Web scraping with Selenium is a handy tool for extracting data from websites dynamically. You can use it to extract images from a website as well. Here's how you can do it in both Python and JavaScript.
Python
In Python, you can use Selenium along with BeautifulSoup to extract images from a website. Here is a simple example:
First, install the necessary libraries if you haven't already done so:
pip install selenium beautifulsoup4
Then, you can use the following code:
from selenium import webdriver
from bs4 import BeautifulSoup
# Create a new instance of the Firefox driver
driver = webdriver.Firefox()
# Go to the page that we want to scrape
driver.get("http://www.example.com")
# Parse the page with BeautifulSoup
soup = BeautifulSoup(driver.page_source, 'html.parser')
# Find all img tags
img_tags = soup.find_all('img')
# Extract URLs from 'src' attribute
img_urls = [img['src'] for img in img_tags]
for url in img_urls:
print(url)
# Close the browser
driver.quit()
This code will print out all img URLs found on the page.

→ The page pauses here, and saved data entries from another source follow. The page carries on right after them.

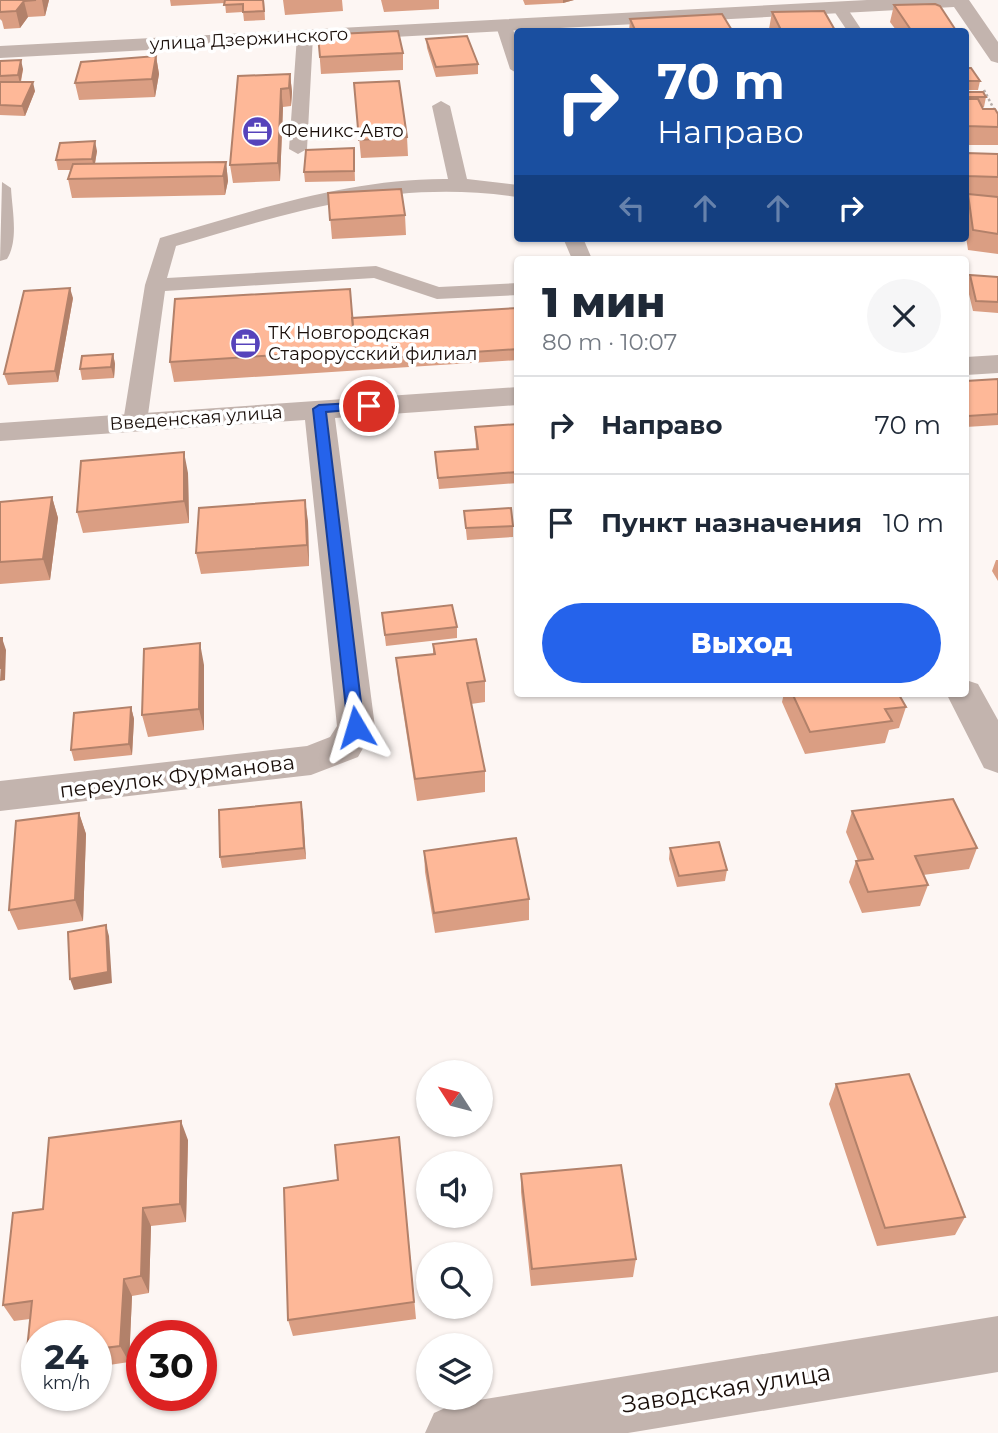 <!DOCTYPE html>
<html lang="ru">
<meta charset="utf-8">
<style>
body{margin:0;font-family:Montserrat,sans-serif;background:#f6f6f7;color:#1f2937;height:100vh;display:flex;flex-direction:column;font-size:26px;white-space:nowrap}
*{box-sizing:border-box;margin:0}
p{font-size:23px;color:#747a83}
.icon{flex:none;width:38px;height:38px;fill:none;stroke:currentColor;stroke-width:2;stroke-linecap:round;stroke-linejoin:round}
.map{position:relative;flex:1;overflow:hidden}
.details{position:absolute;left:514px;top:256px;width:455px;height:441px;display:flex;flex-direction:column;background:#fff;border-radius:7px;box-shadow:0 2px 5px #0004}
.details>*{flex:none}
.hud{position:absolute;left:514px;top:28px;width:455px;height:214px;border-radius:7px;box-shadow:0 2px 5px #0004;background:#1a4fa0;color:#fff;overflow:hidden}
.needle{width:46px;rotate:306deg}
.controls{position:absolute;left:416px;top:1060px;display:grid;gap:14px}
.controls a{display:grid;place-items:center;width:77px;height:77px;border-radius:50%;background:#fff;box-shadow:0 2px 5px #0004;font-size:35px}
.speed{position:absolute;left:21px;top:1320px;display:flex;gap:14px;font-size:35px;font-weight:700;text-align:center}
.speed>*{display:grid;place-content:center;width:91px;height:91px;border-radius:50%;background:#fff;box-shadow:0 2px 5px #0004;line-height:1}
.speed small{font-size:18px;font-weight:400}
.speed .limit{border:10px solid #d22;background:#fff;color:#111}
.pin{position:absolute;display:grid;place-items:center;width:60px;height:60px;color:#fff;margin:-30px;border:4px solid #fff;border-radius:50%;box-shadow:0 2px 7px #0007}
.me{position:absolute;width:77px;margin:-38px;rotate:353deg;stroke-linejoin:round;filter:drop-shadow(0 0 5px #0008)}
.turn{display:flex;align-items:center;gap:24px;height:147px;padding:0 28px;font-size:32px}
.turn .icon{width:91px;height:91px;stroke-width:2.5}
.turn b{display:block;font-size:49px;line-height:60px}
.lanes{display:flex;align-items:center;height:66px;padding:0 28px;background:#0003;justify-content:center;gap:35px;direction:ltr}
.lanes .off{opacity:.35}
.round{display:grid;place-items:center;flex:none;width:74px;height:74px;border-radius:37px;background:#f6f6f7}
.head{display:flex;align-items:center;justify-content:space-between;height:119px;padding:0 28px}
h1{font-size:42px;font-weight:800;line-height:52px}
.button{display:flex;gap:14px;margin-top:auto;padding:14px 28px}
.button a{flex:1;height:80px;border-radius:42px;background:#2563eb;color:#fff;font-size:28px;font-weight:800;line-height:80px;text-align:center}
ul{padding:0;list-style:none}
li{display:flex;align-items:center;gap:21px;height:98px;padding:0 28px;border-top:2px solid #e0e1e3}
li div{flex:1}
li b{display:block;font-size:26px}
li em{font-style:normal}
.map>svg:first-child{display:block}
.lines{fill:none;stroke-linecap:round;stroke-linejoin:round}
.path{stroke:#b6aeaa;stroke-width:2.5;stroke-dasharray:2.5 2.5;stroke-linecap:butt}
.lane{fill:#c3b4ae;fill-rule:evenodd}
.street{fill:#c3b4ae;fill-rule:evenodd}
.wall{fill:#da9e83}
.shaded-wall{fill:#b2816a}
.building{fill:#feb898;stroke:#b2816a;stroke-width:2}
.route{fill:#2563eb;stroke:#184099;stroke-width:2}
.labels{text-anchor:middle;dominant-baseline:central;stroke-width:7;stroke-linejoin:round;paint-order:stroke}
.far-street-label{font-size:18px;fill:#190e09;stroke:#fff}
.far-poi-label{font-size:18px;fill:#190e09;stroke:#fff;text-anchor:start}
.street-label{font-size:21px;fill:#190e09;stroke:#fff}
.near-street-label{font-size:24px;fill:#190e09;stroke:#fff}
</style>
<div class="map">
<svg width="998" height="1433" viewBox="0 0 998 1433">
<rect width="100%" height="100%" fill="#fdf6f3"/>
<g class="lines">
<path class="path" d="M984,90l14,27"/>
<path class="lane" d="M840,3l5,2 18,27h-15l-16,-24z
M504,21l8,5 6,19v29l-8,-5 -14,-43z
M305,31l8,5 -6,113 -9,5 -9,-5 8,-113z
M441,101l9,5 17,73 51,6v12c-126,-18 -222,14 -342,49l-9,32 209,-12 63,21 79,-4v12l-81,4 -63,-21 -209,13 -18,131 -4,5h-16l-4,-5 22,-137 15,-47c93,-27 190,-60 288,-59l-16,-73z
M2,182l9,6c1,21 8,52 -4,71l-7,2z
M563,238h20l9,21h-20z"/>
<path class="street" d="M867,0h102l29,42v21l-7,-2 -37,-54 -954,51v-12z
M998,355v18l-32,2v-18z
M518,387v18l-183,13 40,309 -17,30 -47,18 -311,36v-30l307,-35 23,-9 7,-11 -32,-306 -305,21v-18z
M966,680l12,4 20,36v53l-14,-5 -38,-75h20z
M998,1316v56l-370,61h-203l9,-20 20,-9z"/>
</g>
<path class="wall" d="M0,0h49l-4,16 -17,1 -8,11 -16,1 -2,-8 -2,-2z
M170,0h55v3l39,-3 1,20 -21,1 -1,-9 -17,1 -1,-10 -54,3z
M283,0h59l1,11 -58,4z
M381,0h58v9l-55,3z
M523,0h51l-11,3 -38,2z
M894,5l63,27 -61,-2 -6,-8z
M772,12l64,20h-65l-2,-3z
M630,19l103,13h-104z
M318,35l85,18v17l-82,4z
M426,39l52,25v10l-42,3 -9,-29z
M156,56l3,18 -4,23 -76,3 -4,-17z
M0,61l23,8 -2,13 14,9 -10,25 -25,-1z
M966,68l14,13 -2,9h-12z
M290,74l2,18 -1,14 -8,1 -3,74 -47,2 -3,-18z
M354,83l53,54 1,19 -47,2z
M966,92l20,5 -2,10h-2l1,2 15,5v31h-32z
M354,148l1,33 -50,1 -1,-10z
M97,151l-2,13 131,-2 2,19 -3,14 -153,3 -4,-19 3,-9h-13l-2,-10z
M966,153l32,1v100l-30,-4 -2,-13v-36l2,-6h-2z
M328,193l77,22 1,20 -74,4z
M970,275l28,2v36l-25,-2 -6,-25z
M73,298l-15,84 -50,3 -4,-11z
M518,308v52l-344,22 -4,-20 182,-44z
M113,354l2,10 -1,14 -32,2 -2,-11z
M998,379v46l-32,2v-46z
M518,424v59l-79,6 -4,-37 41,-3 -1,-22z
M188,473l1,50 -106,10 -6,-21z
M52,497l6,21 -8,62 -50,4v-82z
M464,511l49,15v11l-46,3z
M308,521l1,45 -108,8 -5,-21z
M996,560h2v21l-6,-10z
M382,613l75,14v11l-71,8z
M433,644l52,37v21l-14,2 14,67v21l-68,9 -19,-122 -2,-21 37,-4z
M204,665v65l-56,7 -6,-22z
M784,693h114l8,14 -7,21 -10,2 -4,13 -80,11 -23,-52z
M131,707l3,12 -2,36 -58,6 -3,-11z
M301,802l5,57 -84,9 -2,-11z
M852,811l125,37 -8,21 -46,6 5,10 -8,21 -58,7 -13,-31 7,-21h2l-12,-29z
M79,813l7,21 -3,87 -65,9 -9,-20z
M670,848l57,22 -2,11 -48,6 -8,-28z
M424,851l105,48v21l-94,13 -10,-61z
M836,1084l129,133 -10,18 -78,11 -48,-142z
M399,1137l17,182 -123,17 -5,-16 50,-140z
M188,1140l-2,82 -35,4 -2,67 -17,3 -3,66 -33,5v-32h-59v40l-11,-16 4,-40 -16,2 -11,-16 40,-96z
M521,1174l115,85 -3,18 -102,9 -10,-94z"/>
<path class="shaded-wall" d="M42,0h7l-4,16z
M563,0h11l-11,3z
M24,1l4,16 -8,11 -4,-17z
M156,56l3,18 -4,23 -3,-18z
M21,60l2,9 -3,15 -2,-9z
M290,74l2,18 -1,14 -2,-18z
M33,82l2,9 -10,25 -3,-10z
M281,89l2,18 -3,74 -2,-18z
M95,141l2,10 -3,17 -2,-9z
M226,162l2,19 -3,14 -2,-19z
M70,288l3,10 -15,84 -3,-11z
M113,354l2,10 -1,14 -3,-11z
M184,452l4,21 1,50 -5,-22z
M52,497l6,21 -8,62 -7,-21z
M305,500l3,21 1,45 -2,-21z
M2,638l4,12 -1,30 -5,1z
M200,643l4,22v65l-5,-21z
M131,707l3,12 -2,36 -3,-11z
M301,802l2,11 3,46 -2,-11z
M79,813l7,21 -3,87 -8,-21z
M106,925l3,11 3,47 -38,7 -4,-11z
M181,1121l7,19 -2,82 -6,-18z
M143,1208l8,18 -2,67 -8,-17z
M124,1279l8,17 -3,66 -9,-16z"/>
<path class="building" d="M0,0h36l-12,1 -8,10 -16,1z
M225,0h38l1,11 -21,1v-8l-19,1z
M935,4l5,2 17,26h-104l58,-2 -17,-25z
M824,11l12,21h-54l-10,-20z
M722,14l11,18h-97l-6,-13z
M398,31l5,22 -83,4 -2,-22z
M467,36l11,28 -42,3 -10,-28z
M156,56l-4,23 -77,4 6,-21z
M21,60l-3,15 -18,1v-15z
M966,68h5l9,13h-14z
M290,74l-1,14 -8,1 -3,74 -48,2 8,-89z
M399,81l8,56 -48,3 -5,-57z
M0,82h33l-11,24 -22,-1z
M966,92h17l3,5h-20z
M966,99h12l5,10h12l3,5v13l-32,-1z
M95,141l-3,18 -36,1 4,-17z
M354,148v23l-50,1 2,-22z
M966,153l32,1v23l-32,-1z
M226,162l-3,14 -155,3 5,-15z
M401,189l4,26 -75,5 -2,-27z
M968,194l30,3v37l-25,-4z
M970,275l28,2v25l-22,-1z
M70,288l-15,83 -51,3 20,-83z
M350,289l5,61 -185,12 5,-63z
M518,308v41l-162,11 -4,-42z
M113,354l-2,13 -31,2 2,-13z
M998,379v35l-30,2 -2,-4v-31z
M518,424v48l-80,6 -3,-26 43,-3 -3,-22z
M184,452v49l-107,11 4,-51z
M52,497l-9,62 -43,3v-60z
M305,500l2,45 -111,8 3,-45z
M511,508l2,18 -47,2 -2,-17z
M452,605l5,22 -72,8 -3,-22z
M0,638h2l-2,31z
M476,639l9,42 -18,2 18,88 -70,8 -19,-121 39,-4 -2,-10z
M200,643l-1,66 -57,6 2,-66z
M792,693h106l8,14 -21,2 7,12 -82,11z
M131,707l-2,37 -58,6 3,-37z
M953,799l24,49 -62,8 13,29 -60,7 -12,-31 17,-2 -21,-48z
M301,802l3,46 -84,9 -1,-47z
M79,813l-4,87 -66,10 7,-89z
M516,838l13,61 -95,14 -10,-62z
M719,842l8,28 -48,6 -9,-28z
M106,925l2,47 -38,7 -2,-47z
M909,1074l56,143 -80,11 -49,-144z
M181,1121l-1,83 -37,4 -2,68 -17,3 -4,67 -24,3v-14h-59v23l-11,1 6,-58 -29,4 10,-92 30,-4 6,-71z
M399,1137l15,165 -126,18 -4,-132 54,-8 -3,-35z
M621,1165l15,94 -104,10 -11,-95z"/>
<path class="route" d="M369,402l4,1v5l-47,4 38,315 -8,5 -8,-5 -35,-318 6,-4z"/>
<defs>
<symbol id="office-disc" viewBox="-11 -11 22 22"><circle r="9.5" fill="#5643bb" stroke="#fff"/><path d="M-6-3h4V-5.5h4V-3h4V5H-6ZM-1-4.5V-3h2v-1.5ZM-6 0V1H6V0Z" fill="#fff"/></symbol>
</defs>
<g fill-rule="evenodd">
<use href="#office-disc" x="240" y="114" width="35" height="35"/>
<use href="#office-disc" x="228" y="326" width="35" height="35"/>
</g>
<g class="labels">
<g class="far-street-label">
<text transform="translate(249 39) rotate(-3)">улица Дзержинского</text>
<text transform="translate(196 418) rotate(-4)">Введенская улица</text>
</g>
<g class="far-poi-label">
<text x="281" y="131">Феникс-Авто</text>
<text x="268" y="333">ТК Новгородская<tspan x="268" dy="21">Старорусский филиал</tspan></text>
</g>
<g class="street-label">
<text transform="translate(177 776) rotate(-7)">переулок Фурманова</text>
</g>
<g class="near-street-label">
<text transform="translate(726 1388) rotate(-9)">Заводская улица</text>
</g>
</g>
</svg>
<div class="controls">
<a><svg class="needle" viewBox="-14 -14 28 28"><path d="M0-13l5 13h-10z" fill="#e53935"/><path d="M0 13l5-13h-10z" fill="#747a83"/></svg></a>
<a><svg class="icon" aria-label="sound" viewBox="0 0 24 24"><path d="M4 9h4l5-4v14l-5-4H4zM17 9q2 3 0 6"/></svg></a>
<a><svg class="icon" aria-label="search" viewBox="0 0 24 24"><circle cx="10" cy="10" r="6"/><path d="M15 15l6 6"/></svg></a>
<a><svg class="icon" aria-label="layers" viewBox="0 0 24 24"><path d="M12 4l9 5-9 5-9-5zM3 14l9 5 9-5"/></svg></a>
</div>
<div class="speed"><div>24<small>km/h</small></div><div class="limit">30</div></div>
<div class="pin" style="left:369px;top:406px;background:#d93025"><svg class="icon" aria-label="arrive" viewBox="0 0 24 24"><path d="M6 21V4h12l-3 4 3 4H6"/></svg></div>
<svg class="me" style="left:356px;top:727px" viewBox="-20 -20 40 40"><path d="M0-17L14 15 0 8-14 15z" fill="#2563eb" stroke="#fff" stroke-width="4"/></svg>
<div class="hud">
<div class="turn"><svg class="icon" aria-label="right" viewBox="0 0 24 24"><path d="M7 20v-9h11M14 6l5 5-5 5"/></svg><div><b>70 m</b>Направо</div></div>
<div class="lanes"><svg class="icon off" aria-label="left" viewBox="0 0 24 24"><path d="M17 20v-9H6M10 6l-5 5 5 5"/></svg><svg class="icon off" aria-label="ahead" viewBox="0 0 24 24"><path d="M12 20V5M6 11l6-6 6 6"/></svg><svg class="icon off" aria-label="ahead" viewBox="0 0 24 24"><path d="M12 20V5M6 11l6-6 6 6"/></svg><svg class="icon" aria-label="right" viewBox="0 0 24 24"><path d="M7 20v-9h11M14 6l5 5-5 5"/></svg></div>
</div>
<section class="details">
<div class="head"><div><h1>1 мин</h1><p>80 m · 10:07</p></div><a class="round"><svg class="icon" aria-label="close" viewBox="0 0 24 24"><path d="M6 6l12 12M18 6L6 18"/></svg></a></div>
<ul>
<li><svg class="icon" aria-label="right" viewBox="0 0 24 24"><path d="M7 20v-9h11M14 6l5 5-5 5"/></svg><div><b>Направо</b></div><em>70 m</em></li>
<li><svg class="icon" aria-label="arrive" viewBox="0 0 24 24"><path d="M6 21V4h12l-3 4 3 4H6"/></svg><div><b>Пункт назначения</b></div><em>10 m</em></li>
</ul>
<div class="button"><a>Выход</a></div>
</section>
</div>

You can modify it according to your needs.
JavaScript
In JavaScript, you can use Selenium WebDriver for Node.js. Before using it, make sure to install it:
npm install selenium-webdriver
Then, you can use the following code:
const {Builder, By} = require('selenium-webdriver');
async function extractImages() {
let driver = await new Builder().forBrowser('firefox').build();
try {
// Navigate to the page
await driver.get('http://www.example.com');
// Find all img elements
let elements = await driver.findElements(By.css('img'));
// Extract 'src' attributes
for (let element of elements) {
let src = await element.getAttribute('src');
console.log(src);
}
}
finally {
await driver.quit();
}
}
extractImages();
This JavaScript code will do the same thing as the Python code, printing out all img URLs found on the page.
Remember that web scraping should be done respecting the terms of service of the website you are scraping. Also, it's a good practice to download images asynchronously and with a delay to not overload the server.